Your instructions: Whichever lines include the word "Garden", copy them as they appear in the data.

### Records for the task

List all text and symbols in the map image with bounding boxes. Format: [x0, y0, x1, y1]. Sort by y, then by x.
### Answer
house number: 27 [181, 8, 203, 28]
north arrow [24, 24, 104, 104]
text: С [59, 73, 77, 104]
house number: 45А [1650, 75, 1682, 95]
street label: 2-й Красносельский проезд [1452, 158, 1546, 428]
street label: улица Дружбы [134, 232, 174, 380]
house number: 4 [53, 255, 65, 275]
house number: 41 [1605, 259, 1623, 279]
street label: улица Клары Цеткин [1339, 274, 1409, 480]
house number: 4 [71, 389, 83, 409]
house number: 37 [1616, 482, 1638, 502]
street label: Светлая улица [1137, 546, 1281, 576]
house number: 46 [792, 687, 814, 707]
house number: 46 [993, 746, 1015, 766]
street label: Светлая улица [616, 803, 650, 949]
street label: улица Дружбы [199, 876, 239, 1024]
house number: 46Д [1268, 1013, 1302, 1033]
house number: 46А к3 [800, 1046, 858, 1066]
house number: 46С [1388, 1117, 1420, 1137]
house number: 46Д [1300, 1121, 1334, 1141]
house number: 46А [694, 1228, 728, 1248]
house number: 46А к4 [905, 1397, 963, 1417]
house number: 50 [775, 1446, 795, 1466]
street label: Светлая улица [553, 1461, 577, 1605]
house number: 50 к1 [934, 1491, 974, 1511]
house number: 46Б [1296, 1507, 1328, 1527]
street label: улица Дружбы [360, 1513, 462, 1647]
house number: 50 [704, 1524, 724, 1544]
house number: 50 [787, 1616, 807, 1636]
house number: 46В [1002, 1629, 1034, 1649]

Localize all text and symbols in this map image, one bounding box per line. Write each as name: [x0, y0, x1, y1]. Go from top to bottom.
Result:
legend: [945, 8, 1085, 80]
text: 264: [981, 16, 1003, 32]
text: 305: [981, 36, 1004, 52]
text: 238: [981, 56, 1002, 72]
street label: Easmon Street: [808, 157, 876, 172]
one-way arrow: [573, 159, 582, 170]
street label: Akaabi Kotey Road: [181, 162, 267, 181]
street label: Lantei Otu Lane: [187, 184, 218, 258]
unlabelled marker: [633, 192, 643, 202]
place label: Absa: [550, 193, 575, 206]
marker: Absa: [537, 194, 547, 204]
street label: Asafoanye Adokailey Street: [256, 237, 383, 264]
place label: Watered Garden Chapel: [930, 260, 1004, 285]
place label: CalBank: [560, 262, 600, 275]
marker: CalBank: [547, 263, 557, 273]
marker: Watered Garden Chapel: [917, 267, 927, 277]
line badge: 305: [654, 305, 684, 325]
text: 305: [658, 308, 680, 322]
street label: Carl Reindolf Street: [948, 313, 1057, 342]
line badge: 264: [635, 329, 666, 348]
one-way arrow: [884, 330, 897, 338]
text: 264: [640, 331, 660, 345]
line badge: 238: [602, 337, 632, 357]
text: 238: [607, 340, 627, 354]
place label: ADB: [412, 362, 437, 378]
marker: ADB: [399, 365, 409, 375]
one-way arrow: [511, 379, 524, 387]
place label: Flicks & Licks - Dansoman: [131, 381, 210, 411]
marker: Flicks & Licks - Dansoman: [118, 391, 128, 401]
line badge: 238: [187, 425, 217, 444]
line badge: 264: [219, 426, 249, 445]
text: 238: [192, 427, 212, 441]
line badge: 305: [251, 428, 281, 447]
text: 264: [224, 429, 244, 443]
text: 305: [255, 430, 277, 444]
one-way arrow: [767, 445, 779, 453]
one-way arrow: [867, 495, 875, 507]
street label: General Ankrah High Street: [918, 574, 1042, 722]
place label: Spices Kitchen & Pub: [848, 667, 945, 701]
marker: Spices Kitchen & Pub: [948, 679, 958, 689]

######

Task response:
place label: Watered Garden Chapel: [930, 260, 1004, 285]
marker: Watered Garden Chapel: [917, 267, 927, 277]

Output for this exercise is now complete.